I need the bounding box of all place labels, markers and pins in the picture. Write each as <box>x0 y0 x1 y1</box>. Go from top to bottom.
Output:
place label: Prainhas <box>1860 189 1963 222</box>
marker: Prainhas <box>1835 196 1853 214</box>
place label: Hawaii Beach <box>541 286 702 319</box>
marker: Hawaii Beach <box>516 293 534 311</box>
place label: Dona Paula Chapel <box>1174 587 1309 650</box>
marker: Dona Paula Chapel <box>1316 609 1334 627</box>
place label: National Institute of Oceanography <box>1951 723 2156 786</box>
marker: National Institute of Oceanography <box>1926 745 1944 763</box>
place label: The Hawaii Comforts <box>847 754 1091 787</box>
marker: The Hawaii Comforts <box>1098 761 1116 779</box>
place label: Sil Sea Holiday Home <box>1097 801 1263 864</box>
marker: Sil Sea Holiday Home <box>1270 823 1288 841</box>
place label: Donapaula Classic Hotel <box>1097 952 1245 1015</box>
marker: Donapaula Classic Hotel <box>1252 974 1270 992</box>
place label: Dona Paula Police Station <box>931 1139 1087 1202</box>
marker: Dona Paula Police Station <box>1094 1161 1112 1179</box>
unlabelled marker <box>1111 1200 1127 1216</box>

━━━━━━

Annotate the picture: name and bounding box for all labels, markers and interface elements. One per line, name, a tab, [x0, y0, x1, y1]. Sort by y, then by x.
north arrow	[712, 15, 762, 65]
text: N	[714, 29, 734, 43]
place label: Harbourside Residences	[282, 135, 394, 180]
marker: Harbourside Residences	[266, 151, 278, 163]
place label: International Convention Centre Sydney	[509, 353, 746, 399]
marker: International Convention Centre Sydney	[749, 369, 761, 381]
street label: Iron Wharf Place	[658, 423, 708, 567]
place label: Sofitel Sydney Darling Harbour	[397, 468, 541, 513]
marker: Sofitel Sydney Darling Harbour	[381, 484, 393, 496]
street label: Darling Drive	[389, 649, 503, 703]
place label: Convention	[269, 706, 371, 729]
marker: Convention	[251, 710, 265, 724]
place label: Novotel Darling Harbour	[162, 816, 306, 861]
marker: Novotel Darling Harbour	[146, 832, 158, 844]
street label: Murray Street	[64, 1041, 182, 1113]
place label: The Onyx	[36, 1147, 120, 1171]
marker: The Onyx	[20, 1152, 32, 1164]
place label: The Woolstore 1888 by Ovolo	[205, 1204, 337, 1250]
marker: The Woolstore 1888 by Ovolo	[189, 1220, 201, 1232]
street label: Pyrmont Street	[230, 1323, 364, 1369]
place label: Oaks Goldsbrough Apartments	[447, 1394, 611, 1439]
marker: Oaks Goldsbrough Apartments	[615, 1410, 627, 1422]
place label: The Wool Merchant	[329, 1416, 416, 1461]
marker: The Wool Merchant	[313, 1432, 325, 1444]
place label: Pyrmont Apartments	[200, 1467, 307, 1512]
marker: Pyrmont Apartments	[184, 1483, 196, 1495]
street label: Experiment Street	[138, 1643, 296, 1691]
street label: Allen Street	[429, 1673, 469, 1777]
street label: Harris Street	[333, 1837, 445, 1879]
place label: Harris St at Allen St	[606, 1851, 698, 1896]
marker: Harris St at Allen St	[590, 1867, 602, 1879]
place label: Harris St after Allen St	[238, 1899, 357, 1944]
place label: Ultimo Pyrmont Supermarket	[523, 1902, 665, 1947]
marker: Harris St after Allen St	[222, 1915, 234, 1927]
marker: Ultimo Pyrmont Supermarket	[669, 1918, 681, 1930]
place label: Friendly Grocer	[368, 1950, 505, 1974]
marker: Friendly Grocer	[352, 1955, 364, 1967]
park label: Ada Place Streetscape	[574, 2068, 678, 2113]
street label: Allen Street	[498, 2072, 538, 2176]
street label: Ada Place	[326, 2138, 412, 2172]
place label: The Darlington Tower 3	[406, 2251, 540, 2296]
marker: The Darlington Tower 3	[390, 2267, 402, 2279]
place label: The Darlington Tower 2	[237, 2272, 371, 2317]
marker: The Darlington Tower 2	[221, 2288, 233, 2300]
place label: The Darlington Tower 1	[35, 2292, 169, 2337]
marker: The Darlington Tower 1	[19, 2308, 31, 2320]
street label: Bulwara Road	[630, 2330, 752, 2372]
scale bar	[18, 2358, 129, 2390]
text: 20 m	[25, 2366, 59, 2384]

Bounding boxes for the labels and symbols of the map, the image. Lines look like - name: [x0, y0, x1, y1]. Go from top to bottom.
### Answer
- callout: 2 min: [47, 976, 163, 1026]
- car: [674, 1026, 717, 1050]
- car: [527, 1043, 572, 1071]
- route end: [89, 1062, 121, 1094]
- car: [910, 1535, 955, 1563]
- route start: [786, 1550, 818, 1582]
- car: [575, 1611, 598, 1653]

━━━━━━

What to produce: Only lines holding the word "bottom" are wanted; list them all from the material.

Exercise answer:
I need the bounding box of all place labels, markers and pins in the picture. Write each as <box>x0 y0 x1 y1</box>. Go from top to bottom.
Bounding boxes for the labels and symbols of the map, the image. Lines look like - name: [x0, y0, x1, y1]. Go from top to bottom.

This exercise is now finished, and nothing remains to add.